**About this task**
Copy out, from the data, each line containing the string "labels".

**The input**
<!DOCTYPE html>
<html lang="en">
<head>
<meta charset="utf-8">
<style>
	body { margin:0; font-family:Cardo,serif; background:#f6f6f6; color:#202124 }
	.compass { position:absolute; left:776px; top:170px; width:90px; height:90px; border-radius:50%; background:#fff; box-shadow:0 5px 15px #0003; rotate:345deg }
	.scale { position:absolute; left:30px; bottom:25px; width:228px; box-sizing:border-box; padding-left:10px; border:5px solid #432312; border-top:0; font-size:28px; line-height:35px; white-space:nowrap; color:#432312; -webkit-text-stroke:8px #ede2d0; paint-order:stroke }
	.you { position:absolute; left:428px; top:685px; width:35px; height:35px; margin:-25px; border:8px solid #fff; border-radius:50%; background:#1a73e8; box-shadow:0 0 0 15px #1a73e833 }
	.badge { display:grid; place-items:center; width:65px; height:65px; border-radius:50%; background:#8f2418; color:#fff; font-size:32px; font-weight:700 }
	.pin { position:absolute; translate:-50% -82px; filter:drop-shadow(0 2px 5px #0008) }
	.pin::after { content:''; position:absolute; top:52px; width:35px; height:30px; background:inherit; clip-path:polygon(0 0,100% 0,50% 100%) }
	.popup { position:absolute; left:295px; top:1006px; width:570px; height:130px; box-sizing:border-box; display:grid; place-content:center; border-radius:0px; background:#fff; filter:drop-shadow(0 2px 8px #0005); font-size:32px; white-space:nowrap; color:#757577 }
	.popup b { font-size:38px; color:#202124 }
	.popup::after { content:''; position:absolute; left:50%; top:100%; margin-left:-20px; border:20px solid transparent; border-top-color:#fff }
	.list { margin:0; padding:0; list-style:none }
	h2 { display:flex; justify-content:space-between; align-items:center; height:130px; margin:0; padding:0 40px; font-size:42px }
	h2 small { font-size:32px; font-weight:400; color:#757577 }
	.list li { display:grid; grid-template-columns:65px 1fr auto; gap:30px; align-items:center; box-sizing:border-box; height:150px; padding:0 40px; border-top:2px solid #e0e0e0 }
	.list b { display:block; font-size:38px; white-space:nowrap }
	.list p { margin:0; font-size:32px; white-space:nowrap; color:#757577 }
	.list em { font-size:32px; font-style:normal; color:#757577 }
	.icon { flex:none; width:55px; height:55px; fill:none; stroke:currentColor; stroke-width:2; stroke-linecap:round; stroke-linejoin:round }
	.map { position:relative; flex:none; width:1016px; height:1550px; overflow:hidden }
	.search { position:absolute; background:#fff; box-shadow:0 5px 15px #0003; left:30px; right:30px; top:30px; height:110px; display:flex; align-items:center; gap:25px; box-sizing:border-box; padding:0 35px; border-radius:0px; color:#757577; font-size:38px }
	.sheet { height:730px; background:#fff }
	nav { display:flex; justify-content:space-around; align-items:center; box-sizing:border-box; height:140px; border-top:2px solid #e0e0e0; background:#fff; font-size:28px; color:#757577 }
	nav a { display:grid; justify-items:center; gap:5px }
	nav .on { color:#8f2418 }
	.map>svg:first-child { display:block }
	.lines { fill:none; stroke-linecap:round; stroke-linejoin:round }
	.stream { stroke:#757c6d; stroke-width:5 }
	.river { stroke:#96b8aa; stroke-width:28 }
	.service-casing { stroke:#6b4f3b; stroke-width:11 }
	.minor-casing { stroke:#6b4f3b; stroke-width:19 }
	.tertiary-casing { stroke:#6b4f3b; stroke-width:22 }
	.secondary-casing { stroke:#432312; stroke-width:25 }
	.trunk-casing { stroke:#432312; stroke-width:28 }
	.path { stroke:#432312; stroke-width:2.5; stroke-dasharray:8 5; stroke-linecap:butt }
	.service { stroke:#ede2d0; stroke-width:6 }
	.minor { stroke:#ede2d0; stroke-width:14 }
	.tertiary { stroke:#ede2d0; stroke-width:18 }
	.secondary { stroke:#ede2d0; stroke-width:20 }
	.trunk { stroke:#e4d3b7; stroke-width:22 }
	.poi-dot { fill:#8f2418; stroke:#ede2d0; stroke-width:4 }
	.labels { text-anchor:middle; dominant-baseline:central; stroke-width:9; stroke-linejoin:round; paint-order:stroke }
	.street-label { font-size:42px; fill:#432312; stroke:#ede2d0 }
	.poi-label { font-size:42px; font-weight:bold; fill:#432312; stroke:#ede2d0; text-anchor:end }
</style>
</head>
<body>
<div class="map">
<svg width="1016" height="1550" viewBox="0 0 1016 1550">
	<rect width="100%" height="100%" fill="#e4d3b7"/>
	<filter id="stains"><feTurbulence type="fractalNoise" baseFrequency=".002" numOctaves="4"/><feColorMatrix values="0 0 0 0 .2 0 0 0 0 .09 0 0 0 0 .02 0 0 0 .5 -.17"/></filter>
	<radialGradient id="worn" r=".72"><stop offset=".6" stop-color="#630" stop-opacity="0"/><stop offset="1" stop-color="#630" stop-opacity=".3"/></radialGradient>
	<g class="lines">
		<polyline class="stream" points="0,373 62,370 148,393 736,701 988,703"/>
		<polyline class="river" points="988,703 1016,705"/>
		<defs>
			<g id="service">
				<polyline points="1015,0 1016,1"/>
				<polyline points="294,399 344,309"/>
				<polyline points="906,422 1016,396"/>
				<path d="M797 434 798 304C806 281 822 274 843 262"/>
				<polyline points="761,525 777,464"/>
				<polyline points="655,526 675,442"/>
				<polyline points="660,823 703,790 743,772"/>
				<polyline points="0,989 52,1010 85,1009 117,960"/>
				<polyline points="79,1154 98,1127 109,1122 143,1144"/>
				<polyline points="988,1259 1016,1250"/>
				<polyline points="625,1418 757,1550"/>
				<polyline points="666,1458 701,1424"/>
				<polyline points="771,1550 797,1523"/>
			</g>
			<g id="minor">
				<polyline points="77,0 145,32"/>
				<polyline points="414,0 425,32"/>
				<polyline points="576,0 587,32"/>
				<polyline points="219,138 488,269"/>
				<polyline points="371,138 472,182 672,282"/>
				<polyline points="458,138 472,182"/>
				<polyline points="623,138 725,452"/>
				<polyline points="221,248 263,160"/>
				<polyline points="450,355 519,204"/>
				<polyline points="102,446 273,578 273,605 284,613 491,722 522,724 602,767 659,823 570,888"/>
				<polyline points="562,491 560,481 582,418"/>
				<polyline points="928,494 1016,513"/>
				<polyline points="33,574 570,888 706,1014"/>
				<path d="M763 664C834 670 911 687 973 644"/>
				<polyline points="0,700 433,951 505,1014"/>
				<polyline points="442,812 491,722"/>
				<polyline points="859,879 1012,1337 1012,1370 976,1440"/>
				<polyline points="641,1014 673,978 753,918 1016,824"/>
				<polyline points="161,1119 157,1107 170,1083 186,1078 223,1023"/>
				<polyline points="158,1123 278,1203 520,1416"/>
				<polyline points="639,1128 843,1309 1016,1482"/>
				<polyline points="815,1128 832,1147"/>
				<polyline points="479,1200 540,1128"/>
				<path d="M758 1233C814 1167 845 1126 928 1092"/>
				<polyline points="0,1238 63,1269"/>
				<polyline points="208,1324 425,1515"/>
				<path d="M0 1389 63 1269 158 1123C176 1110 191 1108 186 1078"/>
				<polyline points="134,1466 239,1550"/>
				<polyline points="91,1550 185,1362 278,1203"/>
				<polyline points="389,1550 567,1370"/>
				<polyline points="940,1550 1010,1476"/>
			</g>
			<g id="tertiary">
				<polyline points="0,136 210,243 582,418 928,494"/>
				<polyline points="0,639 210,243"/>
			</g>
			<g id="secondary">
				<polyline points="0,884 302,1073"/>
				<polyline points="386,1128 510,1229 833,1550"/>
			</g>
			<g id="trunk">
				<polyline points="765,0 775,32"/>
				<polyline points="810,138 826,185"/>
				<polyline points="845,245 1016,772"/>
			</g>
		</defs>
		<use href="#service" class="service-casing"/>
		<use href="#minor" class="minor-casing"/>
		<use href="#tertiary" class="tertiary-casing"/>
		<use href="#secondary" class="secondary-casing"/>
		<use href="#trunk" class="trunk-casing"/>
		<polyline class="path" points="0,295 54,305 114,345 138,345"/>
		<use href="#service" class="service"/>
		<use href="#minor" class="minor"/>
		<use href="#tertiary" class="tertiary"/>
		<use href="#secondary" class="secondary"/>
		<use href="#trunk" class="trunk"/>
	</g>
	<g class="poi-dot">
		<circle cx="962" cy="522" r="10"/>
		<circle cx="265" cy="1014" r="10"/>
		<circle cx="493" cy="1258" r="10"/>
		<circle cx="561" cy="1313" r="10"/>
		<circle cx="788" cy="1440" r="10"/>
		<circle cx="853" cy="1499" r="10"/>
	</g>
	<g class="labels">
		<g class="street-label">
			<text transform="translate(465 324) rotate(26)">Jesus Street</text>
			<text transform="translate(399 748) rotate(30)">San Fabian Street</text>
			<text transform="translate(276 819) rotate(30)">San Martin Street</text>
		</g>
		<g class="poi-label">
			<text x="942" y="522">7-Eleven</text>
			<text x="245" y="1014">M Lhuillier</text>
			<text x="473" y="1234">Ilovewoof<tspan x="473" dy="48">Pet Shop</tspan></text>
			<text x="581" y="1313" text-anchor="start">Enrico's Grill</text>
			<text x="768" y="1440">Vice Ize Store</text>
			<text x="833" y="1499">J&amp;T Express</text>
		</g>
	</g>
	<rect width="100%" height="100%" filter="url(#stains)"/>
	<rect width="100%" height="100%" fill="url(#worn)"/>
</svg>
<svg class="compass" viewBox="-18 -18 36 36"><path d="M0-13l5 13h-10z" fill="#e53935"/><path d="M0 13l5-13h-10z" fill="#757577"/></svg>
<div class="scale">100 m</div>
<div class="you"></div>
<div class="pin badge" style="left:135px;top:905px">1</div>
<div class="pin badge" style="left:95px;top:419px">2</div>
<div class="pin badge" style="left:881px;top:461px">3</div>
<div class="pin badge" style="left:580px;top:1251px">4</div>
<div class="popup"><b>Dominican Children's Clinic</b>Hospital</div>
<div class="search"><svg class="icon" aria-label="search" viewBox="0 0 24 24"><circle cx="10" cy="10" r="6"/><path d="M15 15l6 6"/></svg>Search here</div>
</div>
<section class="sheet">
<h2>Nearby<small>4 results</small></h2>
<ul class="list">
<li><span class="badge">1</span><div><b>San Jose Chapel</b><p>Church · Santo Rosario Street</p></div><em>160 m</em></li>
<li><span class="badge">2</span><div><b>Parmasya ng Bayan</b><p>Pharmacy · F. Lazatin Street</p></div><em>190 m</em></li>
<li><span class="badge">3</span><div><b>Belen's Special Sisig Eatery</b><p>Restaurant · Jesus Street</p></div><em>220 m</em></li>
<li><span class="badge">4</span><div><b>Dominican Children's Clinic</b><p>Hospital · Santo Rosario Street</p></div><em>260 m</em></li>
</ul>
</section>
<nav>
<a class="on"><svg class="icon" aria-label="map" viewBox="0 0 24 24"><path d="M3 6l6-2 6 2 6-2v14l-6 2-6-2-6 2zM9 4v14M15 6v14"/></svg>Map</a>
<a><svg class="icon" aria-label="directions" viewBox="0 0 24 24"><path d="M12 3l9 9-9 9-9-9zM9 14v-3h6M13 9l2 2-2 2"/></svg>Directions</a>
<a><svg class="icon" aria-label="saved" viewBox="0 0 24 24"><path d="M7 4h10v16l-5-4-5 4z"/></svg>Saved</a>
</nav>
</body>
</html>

**Solution for this problem**
	.labels { text-anchor:middle; dominant-baseline:central; stroke-width:9; stroke-linejoin:round; paint-order:stroke }
	<g class="labels">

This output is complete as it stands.